Glosh scoring detects outliers in data by comparing a point’s local density to the density of the cluster it belongs to, using a hierarchical approach. It is primarily implemented in conjunction with the HDBSCAN clustering algorithm and generates a score for each data point that indicates how likely it is to be an outlier.

rob_cov <- RobStatTM::covRob(X[,1:2]) 
# Mahalanobis distance using robust estimates
robust_dist <- mahalanobis(X[,1:2], 
              rob_cov$center, 
              rob_cov$cov)

# 4. Define Threshold using Chi-Square Distribution
# Points exceeding the 97.5% quantile of Chi-square distribution are outliers
threshold_glosch <- quantile(robust_dist, 0.95)

X$isout <- robust_dist > threshold_glosch

          
          
plot(X[,1:2], col = as.factor(X$isout), lwd = 5, pch = 19 )

Density-Based Methods

Local Outlier Factor

The Local Outlier Factor (LOF) algorithm is an unsupervised detection approach to identifying outliers in a dataset (Breunig et al., 2000). It does this by computing the local density surrounding a given data point and compares it to the density around other data points.

It considers as outliers the samples that have a substantially lower density than their neighbors.

Unlike global methods, LOF identifies local outliers—points that appear anomalous relative to their local neighborhood, rather than the entire dataset’s density.

One of the appealing properties of LOF is that it is capable of working with mixed variables, numeric and categorical columns.

The LOF algorithm requires the specification of k-nearest neighbors of a data point. It then calculates the distance between the data point and each of its k-nearest neighbors. In turn, the local outlier probability, which ranges from 0 to 1, constitutes a direct measure of the likelihood of the particular point being an outlier. The higher the outlier probability the more likely the data point is to be an outlier. By contrast, a low outlier factor indicates that a data point is more likely to be non-outlier data point. The algorithm is ideal for identifying points that are significantly different from their neighbors such as fraud detection or identifying financial frailty.

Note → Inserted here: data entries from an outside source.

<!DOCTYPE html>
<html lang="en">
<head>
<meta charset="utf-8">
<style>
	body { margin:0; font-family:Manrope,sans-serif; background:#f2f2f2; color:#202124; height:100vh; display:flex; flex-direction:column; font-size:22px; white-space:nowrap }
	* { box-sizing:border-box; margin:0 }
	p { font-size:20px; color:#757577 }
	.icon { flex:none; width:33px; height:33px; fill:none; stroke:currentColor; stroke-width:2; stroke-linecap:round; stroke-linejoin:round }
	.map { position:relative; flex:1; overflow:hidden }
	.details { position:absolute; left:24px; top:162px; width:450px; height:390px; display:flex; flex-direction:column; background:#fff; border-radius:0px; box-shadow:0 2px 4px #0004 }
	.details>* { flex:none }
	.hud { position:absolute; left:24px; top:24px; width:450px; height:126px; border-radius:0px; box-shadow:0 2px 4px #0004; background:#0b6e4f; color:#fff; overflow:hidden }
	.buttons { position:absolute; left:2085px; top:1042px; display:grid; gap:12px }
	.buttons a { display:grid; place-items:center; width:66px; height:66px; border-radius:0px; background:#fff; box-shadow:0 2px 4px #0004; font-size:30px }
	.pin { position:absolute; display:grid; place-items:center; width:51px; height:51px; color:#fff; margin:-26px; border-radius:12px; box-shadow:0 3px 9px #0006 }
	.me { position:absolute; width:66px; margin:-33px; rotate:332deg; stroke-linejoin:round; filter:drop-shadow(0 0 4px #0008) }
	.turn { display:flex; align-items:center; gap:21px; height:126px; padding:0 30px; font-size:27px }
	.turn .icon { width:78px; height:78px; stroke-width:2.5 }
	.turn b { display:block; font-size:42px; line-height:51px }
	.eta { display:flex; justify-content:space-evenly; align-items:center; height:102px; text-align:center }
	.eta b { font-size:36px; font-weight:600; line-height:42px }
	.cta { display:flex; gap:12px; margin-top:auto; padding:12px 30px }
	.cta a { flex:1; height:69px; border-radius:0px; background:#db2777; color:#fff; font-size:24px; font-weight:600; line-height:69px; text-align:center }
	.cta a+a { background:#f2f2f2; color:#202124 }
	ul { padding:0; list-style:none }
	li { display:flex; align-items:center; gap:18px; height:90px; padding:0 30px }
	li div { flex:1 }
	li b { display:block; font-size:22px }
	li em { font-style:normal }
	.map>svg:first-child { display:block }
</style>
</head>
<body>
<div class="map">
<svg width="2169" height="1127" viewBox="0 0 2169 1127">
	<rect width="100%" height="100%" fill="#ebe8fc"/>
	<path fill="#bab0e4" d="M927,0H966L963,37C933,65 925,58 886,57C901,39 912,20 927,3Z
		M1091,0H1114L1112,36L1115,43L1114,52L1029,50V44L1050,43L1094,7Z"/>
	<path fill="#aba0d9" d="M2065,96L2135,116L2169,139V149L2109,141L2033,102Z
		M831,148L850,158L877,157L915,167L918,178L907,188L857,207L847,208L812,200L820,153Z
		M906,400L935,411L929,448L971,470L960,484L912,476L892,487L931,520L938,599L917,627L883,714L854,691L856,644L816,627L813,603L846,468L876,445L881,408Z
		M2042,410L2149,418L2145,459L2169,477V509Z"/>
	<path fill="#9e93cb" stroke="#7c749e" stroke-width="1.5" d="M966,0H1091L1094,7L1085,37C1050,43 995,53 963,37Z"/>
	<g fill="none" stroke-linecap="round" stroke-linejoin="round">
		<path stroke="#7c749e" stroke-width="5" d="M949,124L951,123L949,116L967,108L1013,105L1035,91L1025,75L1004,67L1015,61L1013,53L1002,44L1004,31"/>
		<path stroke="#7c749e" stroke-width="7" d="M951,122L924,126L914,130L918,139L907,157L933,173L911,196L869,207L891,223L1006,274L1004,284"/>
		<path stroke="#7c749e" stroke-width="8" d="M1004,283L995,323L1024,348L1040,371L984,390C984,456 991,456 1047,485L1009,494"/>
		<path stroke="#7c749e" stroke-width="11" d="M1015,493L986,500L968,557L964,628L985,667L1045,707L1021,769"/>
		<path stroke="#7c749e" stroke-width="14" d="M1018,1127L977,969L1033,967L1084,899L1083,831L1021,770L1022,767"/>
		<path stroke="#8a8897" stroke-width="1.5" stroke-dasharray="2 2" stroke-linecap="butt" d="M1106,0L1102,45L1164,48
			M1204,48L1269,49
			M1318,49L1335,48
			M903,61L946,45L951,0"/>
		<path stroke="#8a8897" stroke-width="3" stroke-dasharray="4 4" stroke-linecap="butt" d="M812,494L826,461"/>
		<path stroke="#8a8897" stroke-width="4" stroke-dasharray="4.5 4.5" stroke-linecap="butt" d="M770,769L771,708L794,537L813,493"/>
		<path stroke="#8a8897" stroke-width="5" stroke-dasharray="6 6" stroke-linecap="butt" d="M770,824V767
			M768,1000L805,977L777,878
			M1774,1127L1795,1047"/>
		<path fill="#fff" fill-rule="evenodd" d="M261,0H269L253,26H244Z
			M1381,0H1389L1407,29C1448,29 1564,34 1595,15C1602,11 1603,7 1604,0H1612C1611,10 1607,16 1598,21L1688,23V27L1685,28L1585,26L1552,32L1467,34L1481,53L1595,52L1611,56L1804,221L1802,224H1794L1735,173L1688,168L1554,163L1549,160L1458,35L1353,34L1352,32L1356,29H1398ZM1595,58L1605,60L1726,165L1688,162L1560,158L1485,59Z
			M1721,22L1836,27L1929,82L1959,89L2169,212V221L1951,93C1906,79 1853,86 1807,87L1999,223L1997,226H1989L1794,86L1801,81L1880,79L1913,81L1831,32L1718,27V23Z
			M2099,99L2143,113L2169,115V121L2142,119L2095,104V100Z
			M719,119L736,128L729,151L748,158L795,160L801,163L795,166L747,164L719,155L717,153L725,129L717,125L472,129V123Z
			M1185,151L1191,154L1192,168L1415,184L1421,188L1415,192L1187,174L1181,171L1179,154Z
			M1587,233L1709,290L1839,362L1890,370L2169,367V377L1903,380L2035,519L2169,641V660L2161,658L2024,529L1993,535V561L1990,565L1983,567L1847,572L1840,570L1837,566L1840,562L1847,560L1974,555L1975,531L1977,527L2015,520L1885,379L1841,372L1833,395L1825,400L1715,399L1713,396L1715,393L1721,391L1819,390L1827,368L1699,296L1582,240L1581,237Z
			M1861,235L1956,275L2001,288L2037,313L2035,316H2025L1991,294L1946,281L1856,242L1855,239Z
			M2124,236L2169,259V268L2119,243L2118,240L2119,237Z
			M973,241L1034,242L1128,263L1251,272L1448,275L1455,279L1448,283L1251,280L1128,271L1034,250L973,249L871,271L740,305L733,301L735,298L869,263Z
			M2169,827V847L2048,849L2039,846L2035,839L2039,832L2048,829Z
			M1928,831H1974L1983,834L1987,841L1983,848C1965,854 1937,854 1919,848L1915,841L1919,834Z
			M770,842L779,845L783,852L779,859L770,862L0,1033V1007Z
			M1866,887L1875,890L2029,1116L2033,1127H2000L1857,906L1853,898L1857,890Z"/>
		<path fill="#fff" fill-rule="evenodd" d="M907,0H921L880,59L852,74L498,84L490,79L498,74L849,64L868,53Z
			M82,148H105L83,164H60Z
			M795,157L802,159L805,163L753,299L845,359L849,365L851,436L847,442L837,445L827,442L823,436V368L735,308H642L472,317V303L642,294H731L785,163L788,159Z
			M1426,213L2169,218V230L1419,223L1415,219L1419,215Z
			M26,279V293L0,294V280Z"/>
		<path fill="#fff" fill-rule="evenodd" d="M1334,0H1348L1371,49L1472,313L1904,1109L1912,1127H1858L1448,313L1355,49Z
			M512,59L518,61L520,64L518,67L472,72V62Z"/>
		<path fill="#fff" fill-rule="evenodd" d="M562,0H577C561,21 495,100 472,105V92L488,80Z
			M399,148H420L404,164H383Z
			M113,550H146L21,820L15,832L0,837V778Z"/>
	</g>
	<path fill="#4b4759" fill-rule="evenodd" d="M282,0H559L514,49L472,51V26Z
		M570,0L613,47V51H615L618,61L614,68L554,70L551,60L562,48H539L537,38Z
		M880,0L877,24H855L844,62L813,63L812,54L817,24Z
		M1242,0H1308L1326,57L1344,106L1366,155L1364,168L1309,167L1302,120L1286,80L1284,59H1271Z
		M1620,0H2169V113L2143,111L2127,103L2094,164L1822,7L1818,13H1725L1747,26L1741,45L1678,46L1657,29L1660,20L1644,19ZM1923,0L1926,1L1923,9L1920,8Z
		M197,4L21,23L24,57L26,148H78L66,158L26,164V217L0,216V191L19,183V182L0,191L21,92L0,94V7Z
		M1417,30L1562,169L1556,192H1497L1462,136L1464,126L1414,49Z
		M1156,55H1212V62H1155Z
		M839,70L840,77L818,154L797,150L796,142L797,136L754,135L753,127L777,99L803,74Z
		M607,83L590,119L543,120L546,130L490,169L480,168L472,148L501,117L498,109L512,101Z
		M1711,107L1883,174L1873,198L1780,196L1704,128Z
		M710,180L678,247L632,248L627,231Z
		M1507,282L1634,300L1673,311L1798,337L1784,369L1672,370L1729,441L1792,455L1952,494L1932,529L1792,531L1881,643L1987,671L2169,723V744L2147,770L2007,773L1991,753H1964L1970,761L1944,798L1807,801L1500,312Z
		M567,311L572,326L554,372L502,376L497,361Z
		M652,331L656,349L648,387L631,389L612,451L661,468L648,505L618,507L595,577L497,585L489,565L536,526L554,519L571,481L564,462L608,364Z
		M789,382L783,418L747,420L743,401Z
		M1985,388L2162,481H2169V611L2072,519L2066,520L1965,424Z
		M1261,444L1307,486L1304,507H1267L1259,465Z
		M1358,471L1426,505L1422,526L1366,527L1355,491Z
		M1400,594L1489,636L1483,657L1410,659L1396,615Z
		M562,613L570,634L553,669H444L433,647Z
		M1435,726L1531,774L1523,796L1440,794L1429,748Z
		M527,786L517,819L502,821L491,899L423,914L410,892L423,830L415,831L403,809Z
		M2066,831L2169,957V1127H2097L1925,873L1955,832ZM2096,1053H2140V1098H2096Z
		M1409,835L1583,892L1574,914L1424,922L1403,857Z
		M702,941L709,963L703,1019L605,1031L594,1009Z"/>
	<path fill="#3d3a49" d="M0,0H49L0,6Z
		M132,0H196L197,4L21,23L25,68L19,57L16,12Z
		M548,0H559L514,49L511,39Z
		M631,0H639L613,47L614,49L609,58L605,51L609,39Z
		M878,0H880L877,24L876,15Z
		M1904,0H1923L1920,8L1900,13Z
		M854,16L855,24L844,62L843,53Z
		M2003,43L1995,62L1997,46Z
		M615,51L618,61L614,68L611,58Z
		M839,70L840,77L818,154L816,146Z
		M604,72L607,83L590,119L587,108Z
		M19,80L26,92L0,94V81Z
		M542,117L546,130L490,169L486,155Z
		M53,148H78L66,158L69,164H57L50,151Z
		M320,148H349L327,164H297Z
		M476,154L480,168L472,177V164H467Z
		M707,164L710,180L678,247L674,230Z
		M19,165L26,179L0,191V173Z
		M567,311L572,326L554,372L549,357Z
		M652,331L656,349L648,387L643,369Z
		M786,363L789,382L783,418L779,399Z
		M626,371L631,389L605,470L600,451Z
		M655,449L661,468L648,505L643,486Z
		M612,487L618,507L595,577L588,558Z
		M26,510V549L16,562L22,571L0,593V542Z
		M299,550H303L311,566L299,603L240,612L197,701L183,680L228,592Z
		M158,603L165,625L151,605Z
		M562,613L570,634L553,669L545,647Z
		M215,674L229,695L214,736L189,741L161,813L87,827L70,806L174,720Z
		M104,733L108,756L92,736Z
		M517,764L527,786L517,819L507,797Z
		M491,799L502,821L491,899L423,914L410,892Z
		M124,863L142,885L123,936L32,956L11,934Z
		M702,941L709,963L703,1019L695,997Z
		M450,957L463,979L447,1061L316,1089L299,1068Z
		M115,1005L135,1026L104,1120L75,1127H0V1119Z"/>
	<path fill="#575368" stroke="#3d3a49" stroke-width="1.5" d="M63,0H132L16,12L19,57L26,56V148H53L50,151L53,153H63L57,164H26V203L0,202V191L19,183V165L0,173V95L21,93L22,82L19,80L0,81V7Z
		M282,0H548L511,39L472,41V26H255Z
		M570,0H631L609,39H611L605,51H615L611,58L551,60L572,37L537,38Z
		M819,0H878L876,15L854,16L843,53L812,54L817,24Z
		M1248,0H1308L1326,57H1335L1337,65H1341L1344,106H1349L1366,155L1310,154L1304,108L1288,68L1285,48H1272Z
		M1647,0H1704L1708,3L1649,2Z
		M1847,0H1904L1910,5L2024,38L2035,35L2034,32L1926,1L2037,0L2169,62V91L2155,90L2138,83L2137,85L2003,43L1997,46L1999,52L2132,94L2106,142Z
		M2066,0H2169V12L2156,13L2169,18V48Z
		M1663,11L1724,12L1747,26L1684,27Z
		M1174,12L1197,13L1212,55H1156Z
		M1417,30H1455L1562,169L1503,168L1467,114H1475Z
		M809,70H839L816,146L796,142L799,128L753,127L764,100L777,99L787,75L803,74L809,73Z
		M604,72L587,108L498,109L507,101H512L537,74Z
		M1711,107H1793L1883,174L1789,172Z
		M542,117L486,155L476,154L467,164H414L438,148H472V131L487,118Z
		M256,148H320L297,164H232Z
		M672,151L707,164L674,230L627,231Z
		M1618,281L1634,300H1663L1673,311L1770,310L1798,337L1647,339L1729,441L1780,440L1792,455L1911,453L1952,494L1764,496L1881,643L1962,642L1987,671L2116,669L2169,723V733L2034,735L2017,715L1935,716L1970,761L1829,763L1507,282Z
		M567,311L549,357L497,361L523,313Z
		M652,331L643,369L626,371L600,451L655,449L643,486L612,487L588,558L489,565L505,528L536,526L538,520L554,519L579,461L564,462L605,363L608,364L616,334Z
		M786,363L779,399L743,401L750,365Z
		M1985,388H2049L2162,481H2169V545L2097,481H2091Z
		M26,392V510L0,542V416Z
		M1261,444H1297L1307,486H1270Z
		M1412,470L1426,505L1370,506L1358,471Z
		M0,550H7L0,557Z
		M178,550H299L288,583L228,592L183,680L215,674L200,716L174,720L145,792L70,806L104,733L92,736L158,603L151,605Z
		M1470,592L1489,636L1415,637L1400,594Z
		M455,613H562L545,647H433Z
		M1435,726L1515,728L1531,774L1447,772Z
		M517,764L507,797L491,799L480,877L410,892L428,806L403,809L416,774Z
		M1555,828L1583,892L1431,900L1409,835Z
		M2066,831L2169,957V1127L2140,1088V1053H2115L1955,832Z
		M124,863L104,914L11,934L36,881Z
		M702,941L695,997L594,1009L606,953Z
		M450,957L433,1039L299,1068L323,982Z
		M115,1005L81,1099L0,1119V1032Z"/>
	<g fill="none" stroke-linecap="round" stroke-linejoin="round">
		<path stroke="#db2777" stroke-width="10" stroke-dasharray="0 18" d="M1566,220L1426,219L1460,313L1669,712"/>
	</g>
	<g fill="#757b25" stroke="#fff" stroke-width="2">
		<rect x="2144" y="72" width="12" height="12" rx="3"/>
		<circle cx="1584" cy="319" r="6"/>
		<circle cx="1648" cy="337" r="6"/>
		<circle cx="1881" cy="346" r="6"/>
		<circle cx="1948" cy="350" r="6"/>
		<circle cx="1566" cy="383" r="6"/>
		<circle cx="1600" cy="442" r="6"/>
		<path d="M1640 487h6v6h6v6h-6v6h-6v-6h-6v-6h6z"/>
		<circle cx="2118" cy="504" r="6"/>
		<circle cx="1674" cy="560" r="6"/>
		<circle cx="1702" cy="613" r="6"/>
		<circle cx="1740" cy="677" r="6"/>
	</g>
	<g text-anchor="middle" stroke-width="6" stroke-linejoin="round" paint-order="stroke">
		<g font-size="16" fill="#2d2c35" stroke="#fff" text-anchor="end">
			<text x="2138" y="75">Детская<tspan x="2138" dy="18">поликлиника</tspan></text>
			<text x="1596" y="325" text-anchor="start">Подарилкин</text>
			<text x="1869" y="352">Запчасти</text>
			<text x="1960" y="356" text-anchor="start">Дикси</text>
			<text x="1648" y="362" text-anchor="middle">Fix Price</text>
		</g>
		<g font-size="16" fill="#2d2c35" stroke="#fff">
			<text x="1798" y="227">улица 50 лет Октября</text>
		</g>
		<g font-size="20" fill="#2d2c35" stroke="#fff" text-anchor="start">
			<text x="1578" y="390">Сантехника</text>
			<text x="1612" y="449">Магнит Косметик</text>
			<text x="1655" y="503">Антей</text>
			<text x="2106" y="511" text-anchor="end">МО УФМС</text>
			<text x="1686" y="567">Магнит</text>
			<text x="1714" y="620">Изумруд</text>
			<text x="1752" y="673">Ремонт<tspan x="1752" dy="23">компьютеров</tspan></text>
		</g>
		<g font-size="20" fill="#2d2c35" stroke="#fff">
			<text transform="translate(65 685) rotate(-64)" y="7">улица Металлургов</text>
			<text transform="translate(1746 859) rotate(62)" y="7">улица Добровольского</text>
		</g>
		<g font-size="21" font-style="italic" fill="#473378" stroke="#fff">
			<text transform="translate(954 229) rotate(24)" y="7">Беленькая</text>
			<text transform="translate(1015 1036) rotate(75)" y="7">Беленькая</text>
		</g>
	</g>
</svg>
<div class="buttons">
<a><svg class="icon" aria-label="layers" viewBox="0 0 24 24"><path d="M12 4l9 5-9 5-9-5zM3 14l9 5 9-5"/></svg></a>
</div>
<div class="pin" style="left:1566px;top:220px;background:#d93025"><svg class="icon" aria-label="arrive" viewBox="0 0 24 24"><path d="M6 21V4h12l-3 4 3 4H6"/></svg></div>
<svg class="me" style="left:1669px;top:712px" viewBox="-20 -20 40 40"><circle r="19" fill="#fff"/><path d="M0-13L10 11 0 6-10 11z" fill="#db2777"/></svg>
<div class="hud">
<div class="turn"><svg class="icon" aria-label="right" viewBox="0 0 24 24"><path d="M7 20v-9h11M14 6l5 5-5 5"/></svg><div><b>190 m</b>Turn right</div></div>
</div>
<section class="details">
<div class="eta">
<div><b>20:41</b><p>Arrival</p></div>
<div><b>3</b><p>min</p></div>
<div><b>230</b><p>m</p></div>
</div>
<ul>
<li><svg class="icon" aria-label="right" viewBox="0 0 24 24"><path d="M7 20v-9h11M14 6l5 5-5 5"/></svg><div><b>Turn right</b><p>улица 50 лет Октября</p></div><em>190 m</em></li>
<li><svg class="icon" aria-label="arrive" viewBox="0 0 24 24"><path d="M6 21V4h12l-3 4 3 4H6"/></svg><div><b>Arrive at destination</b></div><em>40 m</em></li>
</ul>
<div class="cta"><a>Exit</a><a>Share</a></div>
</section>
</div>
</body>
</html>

The downside of LOF as with all score-based methods is that there needs to be some criteria towards a separation threshold (between inliers and outliers).

lof_scores <- lof(X[,1:2], minPts = 5)

threshold_lof = quantile(lof_scores, 0.95)

X$isout <- lof_scores > threshold_lof


plot(X[,1:2], col = as.factor(X$isout), lwd = 5, pch = 19 )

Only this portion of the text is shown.